Friday, June 29, 2012

Explain what you are doing!

Explain what you are doing!
By The Post
Fri 29 June 2012, 13:25 CAT

TO govern is to communicate. It is not enough for those in government to quietly do their work. As representatives of the people, those in government need to continually explain to the people they represent, as far as possible, everything they are doing.

This is the only way our people can participate in government programmes, in governing their country. Whatever the level of their contribution, a healthy democracy depends upon the continuing, informed participation of the broad range of its citizens.

The essence of democratic action is the active, freely chosen participation of its citizens in the public life of their community and nation. Without this broad, sustaining participation, democracy will begin to wither and become the preserve of a small, select number of groups and organisations.

But with the active engagement of individuals across t spectrum of society, our democracy can weather the inevitable economic and political storms that sweep over every society, without sacrificing the freedoms and rights thehat they are sworn to uphold.

Active involvement in public life shouldn't be seen just to be about elections and the struggle for political office.

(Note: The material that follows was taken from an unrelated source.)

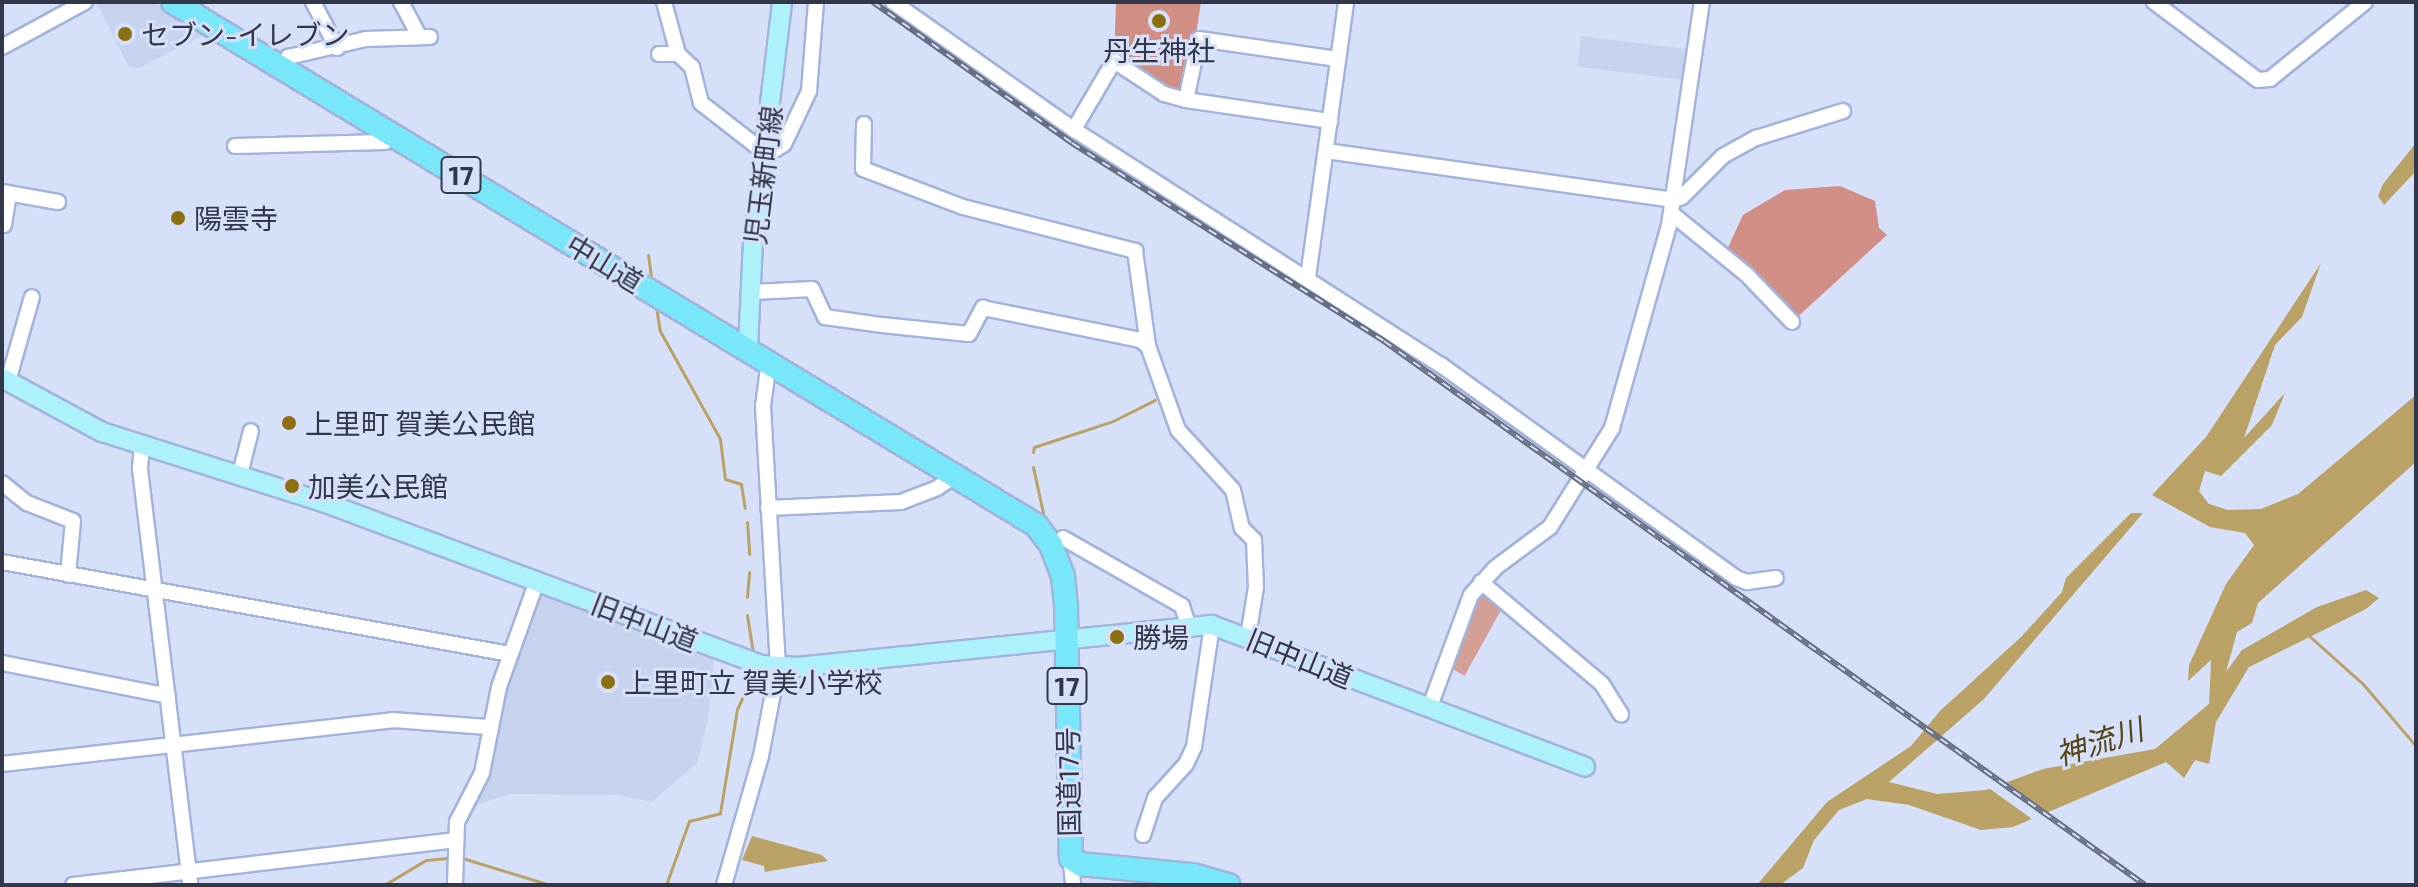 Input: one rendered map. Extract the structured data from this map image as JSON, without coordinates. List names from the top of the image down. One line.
{"streets":{"highway":["17","中山道","国道17号"],"main road":["児玉新町線","旧中山道"]},"crossings":[["児玉新町線","中山道"],["中山道","国道17号"],["旧中山道","国道17号"]],"water":["神流川"],"places":["丹生神社","セブン-イレブン","陽雲寺","上里町 賀美公民館","加美公民館","勝場","上里町立 賀美小学校"]}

Citizen participation in a democratic society is much broader than just taking part in elections. Of course, the electorate is the ultimate custodian of its own destiny. And as such it must ensure its function. At a minimum, citizens should educate themselves about the critical issues confronting their nation.

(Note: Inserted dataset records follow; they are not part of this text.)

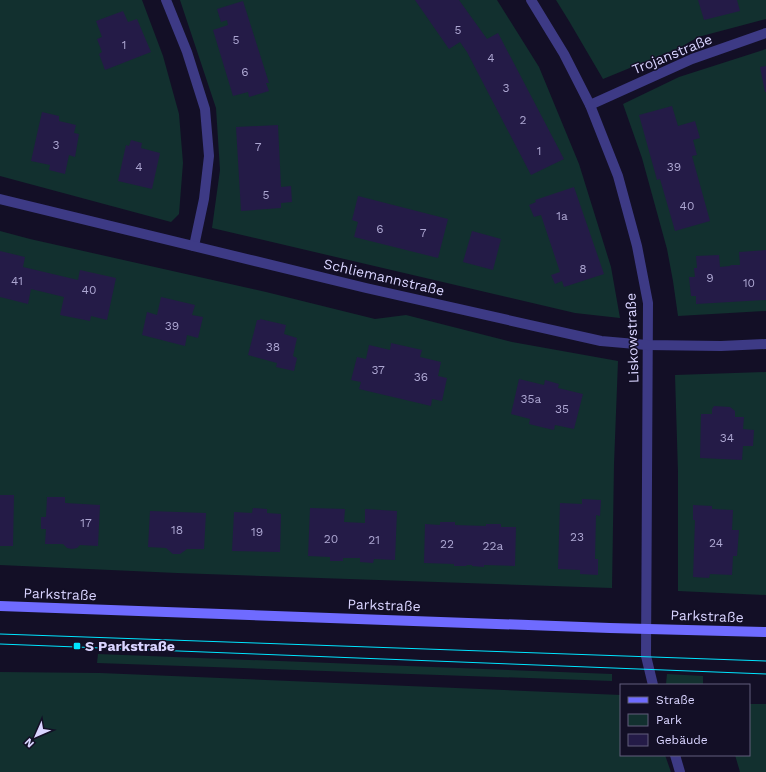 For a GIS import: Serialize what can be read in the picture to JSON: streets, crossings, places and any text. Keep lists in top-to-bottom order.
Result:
{
  "streets": {
    "main road": ["Parkstraße"],
    "street": ["Trojanstraße", "Schliemannstraße", "Liskowstraße"]
  },
  "crossings": [
    ["Trojanstraße", "Liskowstraße"],
    ["Schliemannstraße", "Liskowstraße"],
    ["Liskowstraße", "Parkstraße"]
  ],
  "places": {
    "transit": ["S Parkstraße"]
  },
  "house_numbers": [
    "5",
    "5",
    "1",
    "4",
    "6",
    "3",
    "2",
    "3",
    "7",
    "1",
    "4",
    "39",
    "5",
    "40",
    "1a",
    "6",
    "7",
    "8",
    "9",
    "41",
    "10",
    "40",
    "39",
    "38",
    "37",
    "36",
    "35a",
    "35",
    "34",
    "17",
    "18",
    "19",
    "23",
    "20",
    "21",
    "24",
    "22",
    "22a"
  ],
  "legend": ["Straße", "Park", "Gebäude"],
  "north": "bottom left"
} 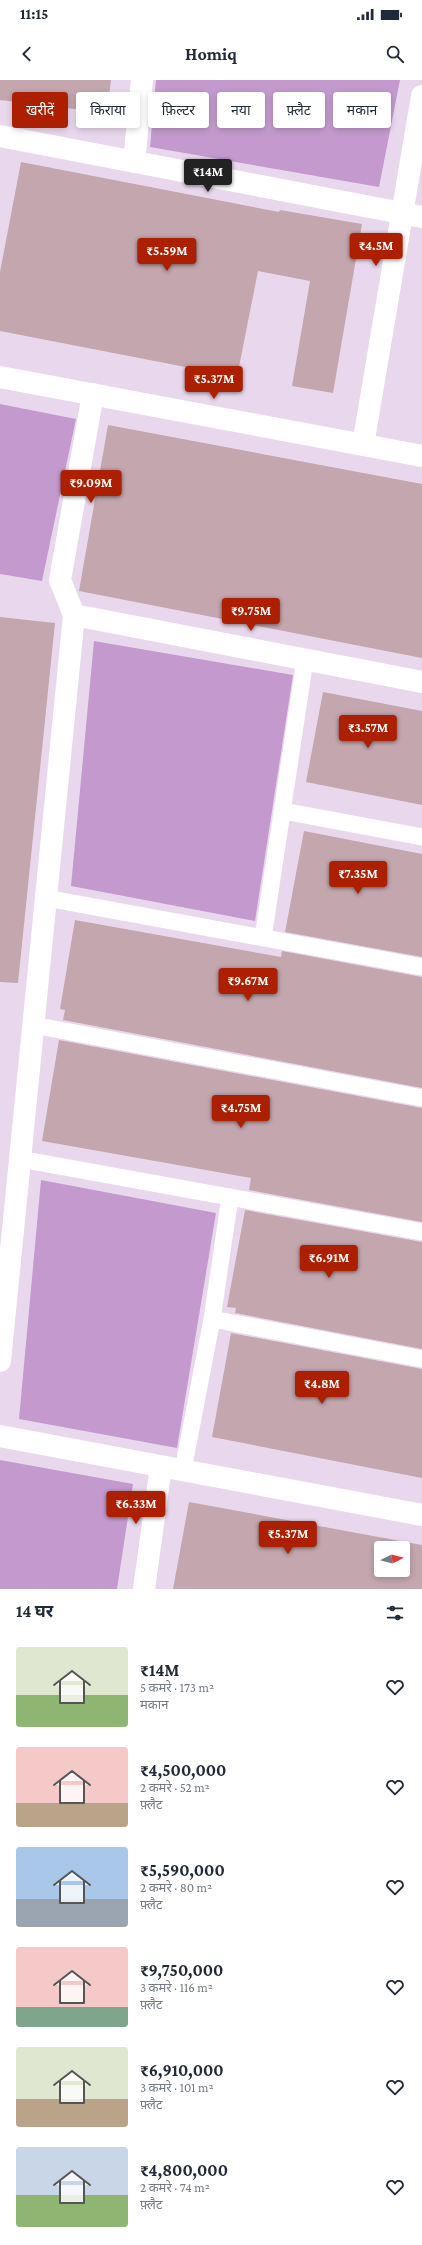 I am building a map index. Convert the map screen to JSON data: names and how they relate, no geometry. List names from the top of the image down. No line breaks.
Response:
{"north":"right","page":{"status":"11:15","header":"Homiq","chip":["खरीदें","किराया","फ़िल्टर","नया","फ़्लैट","मकान"],"price":["₹14M","₹4.5M","₹5.59M","₹5.37M","₹9.09M","₹9.75M","₹3.57M","₹7.35M","₹9.67M","₹4.75M","₹6.91M","₹4.8M","₹6.33M","₹5.37M"],"heading":"14 घर","list":[{"name":"₹14M","note":"5 कमरे · 173 m² · मकान"},{"name":"₹4,500,000","note":"2 कमरे · 52 m² · फ़्लैट"},{"name":"₹5,590,000","note":"2 कमरे · 80 m² · फ़्लैट"},{"name":"₹9,750,000","note":"3 कमरे · 116 m² · फ़्लैट"},{"name":"₹6,910,000","note":"3 कमरे · 101 m² · फ़्लैट"},{"name":"₹4,800,000","note":"2 कमरे · 74 m² · फ़्लैट"}]}}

Democracy, as Abraham Lincoln once defined it, is government of the people, by the people, for the people. This means that governments should be as closely linked to the people as possible, arise from the people, have the support of the people and devote itself entirely to working and struggling for the people and the people's interest; it means a government in which all the people participate.

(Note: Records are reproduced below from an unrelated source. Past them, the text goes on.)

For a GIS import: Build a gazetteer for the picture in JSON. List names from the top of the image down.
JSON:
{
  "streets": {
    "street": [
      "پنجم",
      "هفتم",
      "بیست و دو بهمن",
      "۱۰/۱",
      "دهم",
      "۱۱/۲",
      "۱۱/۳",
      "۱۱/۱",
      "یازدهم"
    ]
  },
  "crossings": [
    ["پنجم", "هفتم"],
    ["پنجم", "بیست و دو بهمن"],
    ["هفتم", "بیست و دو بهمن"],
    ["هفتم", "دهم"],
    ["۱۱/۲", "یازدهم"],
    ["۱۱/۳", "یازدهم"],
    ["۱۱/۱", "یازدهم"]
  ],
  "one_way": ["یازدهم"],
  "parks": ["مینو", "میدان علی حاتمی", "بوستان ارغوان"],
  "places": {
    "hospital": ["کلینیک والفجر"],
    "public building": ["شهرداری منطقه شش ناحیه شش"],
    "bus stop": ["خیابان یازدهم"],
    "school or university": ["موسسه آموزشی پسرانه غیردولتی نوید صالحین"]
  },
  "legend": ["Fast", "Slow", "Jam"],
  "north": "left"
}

Our government is doing many things but it is not explaining much to the people what it is doing. It seems as if our people's participation in the governance of their country ended on the day they cast their votes. But democracy does not begin and end with elections. It means continuous participation of the people in everything that the government is doing on their behalf. This is the true meaning of democracy.

It is a growth in the confidence in the power of ordinary people to transform their country, and thus transform themselves. It is the growth in the appreciation of people organising, deciding, creating together. It is a growth in fraternal love. The greatest mistake this government is making is to think it can go on doing things without explaining to the people what it is doing.

People in Kaputa want to know what the government is doing in Sinazeze; people in Chavuma want to know what the government has done or is doing in Sindamisale. But today the great majority of our people don't seem to understand, don't seem to know what their government is doing or where it is headed, where it is going.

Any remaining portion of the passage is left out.